▶ _TASK STATEMENT_
In the data below, find each line containing the string "tools" and return it.

▶ _INFORMATION_

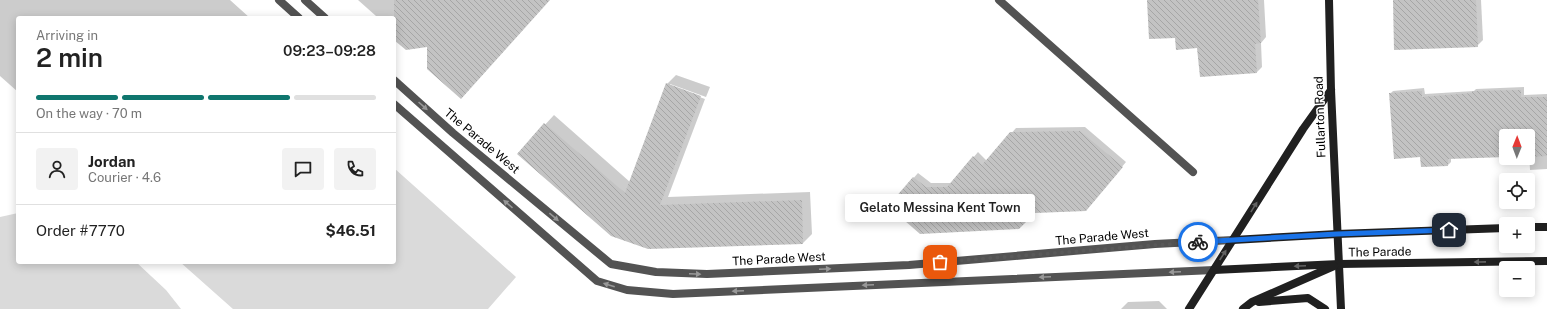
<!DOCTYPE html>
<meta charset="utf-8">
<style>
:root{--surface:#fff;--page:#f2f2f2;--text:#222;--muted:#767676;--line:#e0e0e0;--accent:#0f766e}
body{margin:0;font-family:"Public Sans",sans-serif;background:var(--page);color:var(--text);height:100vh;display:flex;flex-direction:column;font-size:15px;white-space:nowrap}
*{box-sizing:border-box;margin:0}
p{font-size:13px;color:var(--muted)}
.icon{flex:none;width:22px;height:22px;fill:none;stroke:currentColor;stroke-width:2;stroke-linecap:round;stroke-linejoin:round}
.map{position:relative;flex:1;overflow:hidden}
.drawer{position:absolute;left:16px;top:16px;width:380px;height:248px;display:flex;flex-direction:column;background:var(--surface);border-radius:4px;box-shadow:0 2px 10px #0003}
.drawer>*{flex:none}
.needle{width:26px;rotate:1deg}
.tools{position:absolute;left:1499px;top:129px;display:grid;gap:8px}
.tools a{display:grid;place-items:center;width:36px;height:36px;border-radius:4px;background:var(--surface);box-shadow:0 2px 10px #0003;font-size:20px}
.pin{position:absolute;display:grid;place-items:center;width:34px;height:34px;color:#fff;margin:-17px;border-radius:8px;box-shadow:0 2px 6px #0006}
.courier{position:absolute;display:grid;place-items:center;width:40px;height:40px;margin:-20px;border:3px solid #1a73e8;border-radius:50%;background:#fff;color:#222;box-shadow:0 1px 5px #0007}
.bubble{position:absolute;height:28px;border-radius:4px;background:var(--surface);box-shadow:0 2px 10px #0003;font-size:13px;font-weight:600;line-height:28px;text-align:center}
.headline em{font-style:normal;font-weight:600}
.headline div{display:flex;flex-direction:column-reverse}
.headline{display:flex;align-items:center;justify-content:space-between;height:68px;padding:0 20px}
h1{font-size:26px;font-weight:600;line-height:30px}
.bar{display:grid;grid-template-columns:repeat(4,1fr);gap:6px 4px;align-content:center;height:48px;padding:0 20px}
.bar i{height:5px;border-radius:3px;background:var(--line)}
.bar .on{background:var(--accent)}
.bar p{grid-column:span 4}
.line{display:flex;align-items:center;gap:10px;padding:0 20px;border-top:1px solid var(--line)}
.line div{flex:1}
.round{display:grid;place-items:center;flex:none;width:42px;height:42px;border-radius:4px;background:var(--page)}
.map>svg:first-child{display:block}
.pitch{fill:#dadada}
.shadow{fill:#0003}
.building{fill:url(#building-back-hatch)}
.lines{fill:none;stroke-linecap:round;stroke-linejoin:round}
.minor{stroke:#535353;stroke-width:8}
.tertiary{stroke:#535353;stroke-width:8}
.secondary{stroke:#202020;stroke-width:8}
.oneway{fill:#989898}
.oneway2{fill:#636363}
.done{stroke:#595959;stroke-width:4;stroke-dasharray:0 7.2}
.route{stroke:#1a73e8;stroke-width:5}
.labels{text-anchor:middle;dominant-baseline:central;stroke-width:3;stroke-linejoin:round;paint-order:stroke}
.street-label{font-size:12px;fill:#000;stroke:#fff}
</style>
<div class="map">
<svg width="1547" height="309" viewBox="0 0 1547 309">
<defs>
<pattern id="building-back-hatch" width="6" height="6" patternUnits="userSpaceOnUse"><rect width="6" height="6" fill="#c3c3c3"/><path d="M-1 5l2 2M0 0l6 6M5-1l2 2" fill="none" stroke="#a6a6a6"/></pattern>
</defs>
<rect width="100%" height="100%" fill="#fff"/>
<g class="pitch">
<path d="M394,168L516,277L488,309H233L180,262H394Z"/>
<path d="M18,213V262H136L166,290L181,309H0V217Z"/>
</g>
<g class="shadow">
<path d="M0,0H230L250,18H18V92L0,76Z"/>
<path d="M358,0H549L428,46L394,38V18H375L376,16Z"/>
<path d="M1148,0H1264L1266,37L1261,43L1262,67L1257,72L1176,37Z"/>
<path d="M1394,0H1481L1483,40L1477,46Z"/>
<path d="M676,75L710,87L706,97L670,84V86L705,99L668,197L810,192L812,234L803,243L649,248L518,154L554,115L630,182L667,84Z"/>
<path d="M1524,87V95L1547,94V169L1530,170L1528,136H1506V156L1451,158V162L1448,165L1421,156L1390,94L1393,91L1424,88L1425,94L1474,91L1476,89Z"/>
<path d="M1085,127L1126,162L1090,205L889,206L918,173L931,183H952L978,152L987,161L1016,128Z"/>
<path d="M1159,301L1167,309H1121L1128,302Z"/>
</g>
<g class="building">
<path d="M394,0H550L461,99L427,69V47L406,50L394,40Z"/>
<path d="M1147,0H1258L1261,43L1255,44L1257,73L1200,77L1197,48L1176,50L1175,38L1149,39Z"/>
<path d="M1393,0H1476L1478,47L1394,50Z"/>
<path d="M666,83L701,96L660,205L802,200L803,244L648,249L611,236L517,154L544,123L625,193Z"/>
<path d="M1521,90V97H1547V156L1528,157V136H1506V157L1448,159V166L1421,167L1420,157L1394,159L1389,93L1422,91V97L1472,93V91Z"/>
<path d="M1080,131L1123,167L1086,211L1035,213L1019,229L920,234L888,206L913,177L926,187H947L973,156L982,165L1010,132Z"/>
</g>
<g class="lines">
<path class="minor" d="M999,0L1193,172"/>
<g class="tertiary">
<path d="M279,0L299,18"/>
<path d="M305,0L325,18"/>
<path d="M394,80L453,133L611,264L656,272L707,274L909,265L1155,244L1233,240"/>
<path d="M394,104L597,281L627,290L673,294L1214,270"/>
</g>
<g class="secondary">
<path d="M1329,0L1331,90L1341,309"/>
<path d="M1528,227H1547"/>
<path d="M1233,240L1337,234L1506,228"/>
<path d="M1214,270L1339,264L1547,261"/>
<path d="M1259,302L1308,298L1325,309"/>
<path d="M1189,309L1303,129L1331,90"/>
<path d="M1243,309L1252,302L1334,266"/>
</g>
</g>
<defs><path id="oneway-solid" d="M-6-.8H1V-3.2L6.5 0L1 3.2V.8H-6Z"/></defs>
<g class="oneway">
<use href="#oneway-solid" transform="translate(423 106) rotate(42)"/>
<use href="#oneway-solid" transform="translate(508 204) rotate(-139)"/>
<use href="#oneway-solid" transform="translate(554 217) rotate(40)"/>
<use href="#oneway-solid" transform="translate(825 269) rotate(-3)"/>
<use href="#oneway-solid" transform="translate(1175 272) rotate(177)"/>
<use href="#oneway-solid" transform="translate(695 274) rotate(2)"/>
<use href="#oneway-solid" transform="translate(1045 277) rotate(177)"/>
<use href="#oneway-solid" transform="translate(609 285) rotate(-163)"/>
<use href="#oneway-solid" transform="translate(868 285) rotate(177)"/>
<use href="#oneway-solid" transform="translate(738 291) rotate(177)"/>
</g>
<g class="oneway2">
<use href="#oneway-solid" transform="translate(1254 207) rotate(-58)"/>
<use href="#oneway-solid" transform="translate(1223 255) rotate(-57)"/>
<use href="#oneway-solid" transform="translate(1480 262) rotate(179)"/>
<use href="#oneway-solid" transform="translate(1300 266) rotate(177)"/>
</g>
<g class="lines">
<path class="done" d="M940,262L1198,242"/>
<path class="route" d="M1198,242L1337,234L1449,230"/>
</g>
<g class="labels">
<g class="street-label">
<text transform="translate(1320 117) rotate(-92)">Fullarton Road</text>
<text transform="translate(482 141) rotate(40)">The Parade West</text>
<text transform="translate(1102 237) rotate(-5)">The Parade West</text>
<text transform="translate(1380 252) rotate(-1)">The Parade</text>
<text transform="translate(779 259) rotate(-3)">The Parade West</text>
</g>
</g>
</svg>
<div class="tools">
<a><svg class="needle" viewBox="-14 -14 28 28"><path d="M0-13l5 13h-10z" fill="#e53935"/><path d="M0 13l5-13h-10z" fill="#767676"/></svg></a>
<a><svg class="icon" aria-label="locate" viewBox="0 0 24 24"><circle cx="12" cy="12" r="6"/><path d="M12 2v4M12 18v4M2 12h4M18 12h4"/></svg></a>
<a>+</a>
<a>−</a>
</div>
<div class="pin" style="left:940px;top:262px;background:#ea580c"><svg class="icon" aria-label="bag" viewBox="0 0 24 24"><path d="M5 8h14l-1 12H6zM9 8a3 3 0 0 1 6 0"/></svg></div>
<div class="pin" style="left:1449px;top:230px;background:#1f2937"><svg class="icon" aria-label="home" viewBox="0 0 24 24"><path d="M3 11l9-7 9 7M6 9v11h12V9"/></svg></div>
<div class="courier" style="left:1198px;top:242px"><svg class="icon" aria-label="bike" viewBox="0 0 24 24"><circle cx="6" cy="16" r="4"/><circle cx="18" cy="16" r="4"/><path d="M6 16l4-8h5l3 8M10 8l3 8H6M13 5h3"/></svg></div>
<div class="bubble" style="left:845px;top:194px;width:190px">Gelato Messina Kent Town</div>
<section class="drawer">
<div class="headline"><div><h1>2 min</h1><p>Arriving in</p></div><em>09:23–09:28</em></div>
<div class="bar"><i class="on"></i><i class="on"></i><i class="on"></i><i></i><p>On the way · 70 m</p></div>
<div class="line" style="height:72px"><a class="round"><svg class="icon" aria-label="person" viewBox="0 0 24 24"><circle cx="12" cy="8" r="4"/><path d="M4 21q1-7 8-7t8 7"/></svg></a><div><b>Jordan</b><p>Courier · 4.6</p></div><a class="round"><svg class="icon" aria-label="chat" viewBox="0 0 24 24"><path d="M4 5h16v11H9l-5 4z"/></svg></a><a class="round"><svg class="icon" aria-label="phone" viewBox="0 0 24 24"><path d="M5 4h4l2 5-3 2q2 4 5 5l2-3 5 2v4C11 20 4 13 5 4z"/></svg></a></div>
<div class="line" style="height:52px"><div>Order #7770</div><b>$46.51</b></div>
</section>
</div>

▶ _RESULT_
.tools{position:absolute;left:1499px;top:129px;display:grid;gap:8px}
.tools a{display:grid;place-items:center;width:36px;height:36px;border-radius:4px;background:var(--surface);box-shadow:0 2px 10px #0003;font-size:20px}
<div class="tools">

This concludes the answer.